Introduction to Architecture and Principles

Introduction to DDoS Attacks

A Denial of Service Attack (DoS), also known as a flood attack, is a technique of network assault, which aims at consuming the network or system resources of a target computer to a point of interruption or halt, causing unavailability of the service to the intended clients.

A Distributed Denial of Service attack (DDoS) is when a hacker uses two or more compromised computers on the network as “zombies” to carry out a denial of service attack on a particular target.

Brief Introduction to High Security Principle

High security service is an added protection service launched to counter the unavailability of internet servers (including non-{{channelName}} cloud hosts) after suffering a DDoS attack with a large amount of traffic. This service provides customers with the ability to protect against DDoS, CC attacks, and can protect against SYN Flood, ACK Flood, UDP Flood, ICMP Flood, connection exhaustion attacks, DNS Request/Response Flood, HTTP Get/Post Flood, etc. from third to seventh layer attacks.

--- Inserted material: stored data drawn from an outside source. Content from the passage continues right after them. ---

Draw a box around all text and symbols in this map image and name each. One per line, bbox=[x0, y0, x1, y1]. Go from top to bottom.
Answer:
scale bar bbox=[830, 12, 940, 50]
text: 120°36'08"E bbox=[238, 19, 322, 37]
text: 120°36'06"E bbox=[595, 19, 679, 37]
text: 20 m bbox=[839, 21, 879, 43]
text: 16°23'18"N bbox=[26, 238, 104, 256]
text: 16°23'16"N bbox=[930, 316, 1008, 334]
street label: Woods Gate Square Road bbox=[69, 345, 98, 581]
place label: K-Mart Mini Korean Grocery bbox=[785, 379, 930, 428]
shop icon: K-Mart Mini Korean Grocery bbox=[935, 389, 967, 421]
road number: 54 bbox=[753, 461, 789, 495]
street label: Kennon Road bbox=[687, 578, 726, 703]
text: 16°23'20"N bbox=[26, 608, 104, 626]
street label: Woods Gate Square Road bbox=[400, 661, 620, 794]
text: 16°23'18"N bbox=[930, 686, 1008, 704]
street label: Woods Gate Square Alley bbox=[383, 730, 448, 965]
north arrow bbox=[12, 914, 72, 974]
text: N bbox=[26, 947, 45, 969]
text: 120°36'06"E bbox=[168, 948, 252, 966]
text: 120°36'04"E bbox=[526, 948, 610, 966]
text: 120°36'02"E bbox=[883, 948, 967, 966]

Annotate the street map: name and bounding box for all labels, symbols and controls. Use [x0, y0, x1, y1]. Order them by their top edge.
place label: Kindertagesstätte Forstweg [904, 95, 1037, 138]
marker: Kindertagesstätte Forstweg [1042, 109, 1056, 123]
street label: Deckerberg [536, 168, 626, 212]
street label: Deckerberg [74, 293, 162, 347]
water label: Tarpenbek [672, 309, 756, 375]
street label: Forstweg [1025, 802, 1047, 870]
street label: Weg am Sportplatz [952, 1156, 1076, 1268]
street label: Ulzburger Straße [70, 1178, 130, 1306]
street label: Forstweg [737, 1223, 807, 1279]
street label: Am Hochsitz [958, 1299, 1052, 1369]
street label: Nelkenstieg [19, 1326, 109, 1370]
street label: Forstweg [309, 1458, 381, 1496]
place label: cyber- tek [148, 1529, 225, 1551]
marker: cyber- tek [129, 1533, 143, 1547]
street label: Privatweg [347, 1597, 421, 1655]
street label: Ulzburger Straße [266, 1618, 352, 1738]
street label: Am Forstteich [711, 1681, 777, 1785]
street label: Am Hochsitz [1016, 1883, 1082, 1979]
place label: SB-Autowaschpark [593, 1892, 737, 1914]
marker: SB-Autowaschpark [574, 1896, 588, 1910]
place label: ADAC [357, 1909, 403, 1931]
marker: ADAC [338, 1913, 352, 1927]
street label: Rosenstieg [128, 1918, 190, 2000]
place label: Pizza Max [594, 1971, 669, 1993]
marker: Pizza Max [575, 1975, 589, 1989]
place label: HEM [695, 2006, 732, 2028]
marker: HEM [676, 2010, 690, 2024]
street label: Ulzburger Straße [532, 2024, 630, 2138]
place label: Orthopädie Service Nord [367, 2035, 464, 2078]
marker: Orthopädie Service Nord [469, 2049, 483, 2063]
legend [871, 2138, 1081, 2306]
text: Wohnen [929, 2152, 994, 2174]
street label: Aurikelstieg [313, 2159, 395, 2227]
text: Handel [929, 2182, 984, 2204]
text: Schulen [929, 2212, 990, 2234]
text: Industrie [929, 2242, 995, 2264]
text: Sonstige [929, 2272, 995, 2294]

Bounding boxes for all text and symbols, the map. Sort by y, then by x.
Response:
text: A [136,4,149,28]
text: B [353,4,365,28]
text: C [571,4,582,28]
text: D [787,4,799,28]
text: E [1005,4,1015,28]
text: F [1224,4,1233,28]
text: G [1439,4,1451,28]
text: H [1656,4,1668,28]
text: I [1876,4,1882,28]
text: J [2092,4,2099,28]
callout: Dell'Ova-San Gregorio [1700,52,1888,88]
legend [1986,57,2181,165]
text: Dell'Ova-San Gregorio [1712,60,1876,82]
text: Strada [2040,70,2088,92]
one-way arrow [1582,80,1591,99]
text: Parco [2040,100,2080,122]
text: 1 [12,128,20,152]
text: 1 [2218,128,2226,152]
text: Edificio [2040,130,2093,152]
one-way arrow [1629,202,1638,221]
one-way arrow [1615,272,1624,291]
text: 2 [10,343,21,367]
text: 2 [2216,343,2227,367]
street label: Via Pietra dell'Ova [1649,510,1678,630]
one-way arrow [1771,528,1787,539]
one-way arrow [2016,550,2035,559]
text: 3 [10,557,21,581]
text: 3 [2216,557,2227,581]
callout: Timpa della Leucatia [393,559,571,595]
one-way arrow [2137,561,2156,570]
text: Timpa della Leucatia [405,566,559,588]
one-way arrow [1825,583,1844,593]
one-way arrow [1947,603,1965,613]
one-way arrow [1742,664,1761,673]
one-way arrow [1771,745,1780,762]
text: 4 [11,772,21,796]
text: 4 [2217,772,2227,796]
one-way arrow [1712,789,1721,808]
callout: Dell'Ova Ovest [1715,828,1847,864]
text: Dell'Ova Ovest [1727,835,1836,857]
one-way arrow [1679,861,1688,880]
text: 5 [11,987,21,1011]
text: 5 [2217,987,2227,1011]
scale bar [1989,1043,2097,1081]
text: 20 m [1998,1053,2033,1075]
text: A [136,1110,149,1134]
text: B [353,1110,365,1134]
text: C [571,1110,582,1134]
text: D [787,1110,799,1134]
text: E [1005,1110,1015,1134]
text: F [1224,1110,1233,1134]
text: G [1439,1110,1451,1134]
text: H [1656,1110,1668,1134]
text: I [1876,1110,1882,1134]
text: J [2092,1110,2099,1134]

Normally, users directly access the source station.

After configuring the high security service, the customer transfers the business into high security (for the business with a domain name, resolve the domain name to the IP or CNAME of high security; for the business without a domain name, replace the business IP with the high security IP), thereafter, all public network traffic will go to the high security data center first, the high security data center will clean and filter the attack traffic, and forward the normal traffic to the source IP, ensuring the source station provides stable and normal service.

Note:

Users refer to those who access the customer's business.

Customers refer to those who purchase high security service.